#### [INSTRUCTIONS TO FOLLOW]
List each line of the data that holds the string "white".

----------------------------------------

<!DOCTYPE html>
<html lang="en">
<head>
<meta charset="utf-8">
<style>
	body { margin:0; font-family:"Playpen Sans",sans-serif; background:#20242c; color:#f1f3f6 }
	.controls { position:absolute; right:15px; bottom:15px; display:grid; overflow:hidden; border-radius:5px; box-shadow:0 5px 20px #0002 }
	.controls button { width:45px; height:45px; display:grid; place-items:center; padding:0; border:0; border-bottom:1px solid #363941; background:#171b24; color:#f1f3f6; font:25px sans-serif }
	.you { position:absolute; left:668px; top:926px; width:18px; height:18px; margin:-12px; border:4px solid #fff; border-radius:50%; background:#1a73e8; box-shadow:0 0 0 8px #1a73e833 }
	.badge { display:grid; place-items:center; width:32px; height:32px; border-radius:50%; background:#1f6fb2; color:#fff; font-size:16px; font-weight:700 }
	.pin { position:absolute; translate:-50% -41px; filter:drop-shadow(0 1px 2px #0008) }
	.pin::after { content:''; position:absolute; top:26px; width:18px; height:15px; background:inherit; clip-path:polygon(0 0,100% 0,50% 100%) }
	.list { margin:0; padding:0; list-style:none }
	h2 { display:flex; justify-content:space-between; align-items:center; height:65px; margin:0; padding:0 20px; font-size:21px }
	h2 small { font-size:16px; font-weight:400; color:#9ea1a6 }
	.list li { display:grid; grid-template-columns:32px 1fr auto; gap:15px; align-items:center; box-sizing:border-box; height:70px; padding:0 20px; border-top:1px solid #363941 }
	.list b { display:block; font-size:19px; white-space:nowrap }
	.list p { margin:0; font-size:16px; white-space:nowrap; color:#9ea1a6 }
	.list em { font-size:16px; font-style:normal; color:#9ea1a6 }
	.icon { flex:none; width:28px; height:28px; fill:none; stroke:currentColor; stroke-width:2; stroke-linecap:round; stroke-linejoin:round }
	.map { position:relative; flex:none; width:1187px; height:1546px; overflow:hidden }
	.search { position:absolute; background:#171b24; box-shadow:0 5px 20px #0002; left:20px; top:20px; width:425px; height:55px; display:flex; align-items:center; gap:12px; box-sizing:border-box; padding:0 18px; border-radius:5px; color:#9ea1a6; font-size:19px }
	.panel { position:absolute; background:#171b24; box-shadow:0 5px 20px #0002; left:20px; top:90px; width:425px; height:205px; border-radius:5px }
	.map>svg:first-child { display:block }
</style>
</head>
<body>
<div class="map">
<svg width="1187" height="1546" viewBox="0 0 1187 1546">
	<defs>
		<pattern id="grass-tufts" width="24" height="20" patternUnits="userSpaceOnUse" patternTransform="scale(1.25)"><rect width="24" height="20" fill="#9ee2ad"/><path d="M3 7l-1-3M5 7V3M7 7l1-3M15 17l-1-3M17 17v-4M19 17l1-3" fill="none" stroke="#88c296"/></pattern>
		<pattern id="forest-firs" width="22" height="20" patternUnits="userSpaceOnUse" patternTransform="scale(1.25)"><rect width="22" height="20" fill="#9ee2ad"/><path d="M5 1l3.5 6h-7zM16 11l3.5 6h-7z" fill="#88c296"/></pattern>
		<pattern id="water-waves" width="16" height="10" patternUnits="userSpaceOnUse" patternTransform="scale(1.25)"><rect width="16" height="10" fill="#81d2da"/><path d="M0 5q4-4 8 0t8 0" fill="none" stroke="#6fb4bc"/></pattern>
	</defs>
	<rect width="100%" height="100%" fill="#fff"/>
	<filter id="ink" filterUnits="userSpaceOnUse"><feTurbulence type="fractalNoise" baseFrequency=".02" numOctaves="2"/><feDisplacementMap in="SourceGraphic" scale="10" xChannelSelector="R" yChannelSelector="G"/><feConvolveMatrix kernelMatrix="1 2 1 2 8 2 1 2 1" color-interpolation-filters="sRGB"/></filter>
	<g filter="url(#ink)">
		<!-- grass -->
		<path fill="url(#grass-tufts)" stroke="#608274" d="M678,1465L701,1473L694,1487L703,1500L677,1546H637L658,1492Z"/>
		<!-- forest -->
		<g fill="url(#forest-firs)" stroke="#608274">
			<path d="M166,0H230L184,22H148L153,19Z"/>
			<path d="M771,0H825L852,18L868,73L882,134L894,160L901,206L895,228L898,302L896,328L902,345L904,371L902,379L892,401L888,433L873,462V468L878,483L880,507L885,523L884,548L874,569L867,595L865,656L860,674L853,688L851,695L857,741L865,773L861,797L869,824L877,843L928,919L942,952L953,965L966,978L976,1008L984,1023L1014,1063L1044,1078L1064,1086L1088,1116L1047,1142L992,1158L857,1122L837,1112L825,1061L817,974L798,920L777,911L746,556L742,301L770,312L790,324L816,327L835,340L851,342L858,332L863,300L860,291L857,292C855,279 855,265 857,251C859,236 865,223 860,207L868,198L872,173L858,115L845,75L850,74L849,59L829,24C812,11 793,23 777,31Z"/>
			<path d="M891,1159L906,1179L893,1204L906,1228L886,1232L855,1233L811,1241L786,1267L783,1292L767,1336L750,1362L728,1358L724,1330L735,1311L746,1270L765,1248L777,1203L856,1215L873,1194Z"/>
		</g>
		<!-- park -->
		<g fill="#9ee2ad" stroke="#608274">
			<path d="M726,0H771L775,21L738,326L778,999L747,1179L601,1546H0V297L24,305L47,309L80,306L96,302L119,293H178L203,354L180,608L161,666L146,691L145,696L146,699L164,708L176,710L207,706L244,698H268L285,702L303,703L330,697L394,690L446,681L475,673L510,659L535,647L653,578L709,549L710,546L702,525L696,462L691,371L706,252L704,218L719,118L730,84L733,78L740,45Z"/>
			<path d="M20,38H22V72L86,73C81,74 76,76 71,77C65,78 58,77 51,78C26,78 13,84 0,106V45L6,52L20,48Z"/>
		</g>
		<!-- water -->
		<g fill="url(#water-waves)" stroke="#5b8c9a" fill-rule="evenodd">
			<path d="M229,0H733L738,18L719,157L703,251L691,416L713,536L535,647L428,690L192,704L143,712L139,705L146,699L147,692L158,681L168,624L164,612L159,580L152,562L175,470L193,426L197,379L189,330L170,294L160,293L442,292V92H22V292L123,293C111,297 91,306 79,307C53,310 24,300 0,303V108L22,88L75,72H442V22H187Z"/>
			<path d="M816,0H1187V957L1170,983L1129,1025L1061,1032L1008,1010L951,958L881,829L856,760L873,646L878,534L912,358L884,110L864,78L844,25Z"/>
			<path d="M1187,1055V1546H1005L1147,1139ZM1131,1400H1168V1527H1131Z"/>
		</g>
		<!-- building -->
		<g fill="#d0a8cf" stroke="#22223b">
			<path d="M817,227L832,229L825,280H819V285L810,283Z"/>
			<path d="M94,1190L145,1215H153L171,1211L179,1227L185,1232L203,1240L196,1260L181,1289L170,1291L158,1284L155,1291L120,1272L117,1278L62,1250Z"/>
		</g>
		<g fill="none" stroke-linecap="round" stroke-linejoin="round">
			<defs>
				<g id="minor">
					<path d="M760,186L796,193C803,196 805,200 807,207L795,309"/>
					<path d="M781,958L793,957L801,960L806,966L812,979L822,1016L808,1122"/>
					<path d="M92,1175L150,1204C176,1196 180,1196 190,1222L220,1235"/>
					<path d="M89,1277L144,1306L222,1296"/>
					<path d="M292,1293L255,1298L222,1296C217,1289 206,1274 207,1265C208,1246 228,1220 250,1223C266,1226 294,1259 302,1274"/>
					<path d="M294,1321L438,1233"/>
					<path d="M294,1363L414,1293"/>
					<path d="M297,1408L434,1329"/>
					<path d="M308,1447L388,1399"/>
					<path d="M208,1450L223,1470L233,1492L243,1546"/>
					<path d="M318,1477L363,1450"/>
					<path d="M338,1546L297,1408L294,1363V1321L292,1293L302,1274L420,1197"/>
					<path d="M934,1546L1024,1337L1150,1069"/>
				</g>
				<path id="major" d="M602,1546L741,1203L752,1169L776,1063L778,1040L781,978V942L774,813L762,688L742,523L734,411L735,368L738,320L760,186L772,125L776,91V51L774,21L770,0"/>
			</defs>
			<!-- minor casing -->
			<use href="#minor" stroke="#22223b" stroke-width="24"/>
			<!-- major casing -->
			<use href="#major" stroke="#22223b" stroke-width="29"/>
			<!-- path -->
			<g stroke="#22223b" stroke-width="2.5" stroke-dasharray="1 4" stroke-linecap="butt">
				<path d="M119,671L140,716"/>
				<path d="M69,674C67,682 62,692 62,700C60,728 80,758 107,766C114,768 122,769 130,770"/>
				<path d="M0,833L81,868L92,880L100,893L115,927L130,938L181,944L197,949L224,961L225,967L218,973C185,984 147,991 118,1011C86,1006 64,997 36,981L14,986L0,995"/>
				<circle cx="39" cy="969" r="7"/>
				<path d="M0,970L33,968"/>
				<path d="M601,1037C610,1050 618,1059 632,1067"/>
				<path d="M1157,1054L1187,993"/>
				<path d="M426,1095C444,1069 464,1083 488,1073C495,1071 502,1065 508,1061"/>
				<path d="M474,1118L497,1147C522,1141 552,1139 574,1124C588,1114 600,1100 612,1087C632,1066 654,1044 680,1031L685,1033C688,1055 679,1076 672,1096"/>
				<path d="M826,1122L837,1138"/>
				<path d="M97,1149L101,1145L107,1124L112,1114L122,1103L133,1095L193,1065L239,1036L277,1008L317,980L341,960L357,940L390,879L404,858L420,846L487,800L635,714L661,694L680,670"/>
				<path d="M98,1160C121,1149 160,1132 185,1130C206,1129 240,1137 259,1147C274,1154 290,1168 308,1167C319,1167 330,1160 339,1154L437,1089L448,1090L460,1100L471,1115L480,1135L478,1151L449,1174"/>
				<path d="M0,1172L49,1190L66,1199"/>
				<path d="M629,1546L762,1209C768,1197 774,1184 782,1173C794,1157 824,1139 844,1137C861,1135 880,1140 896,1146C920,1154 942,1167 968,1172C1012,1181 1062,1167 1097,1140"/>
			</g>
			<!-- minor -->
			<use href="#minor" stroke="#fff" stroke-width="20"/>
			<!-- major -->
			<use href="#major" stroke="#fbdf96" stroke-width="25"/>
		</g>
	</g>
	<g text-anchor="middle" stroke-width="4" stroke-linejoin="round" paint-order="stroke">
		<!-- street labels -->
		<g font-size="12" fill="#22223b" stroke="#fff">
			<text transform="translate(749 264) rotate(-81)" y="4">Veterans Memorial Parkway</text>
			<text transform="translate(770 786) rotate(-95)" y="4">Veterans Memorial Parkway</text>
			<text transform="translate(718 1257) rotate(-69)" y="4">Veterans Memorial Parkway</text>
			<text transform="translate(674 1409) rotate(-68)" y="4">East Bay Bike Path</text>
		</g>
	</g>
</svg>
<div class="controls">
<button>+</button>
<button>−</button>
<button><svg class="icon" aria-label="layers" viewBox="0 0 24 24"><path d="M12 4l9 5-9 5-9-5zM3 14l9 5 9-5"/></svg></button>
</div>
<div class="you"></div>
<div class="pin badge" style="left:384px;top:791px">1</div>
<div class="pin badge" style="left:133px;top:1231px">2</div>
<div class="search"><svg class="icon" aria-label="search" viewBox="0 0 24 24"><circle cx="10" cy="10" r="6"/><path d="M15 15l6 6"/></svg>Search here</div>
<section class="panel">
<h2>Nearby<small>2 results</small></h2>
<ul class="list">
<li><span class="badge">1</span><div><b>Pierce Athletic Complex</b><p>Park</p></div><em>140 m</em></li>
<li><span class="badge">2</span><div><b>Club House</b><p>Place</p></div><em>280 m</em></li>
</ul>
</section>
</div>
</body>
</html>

----------------------------------------

#### [YOUR SOLUTION]
	.list b { display:block; font-size:19px; white-space:nowrap }
	.list p { margin:0; font-size:16px; white-space:nowrap; color:#9ea1a6 }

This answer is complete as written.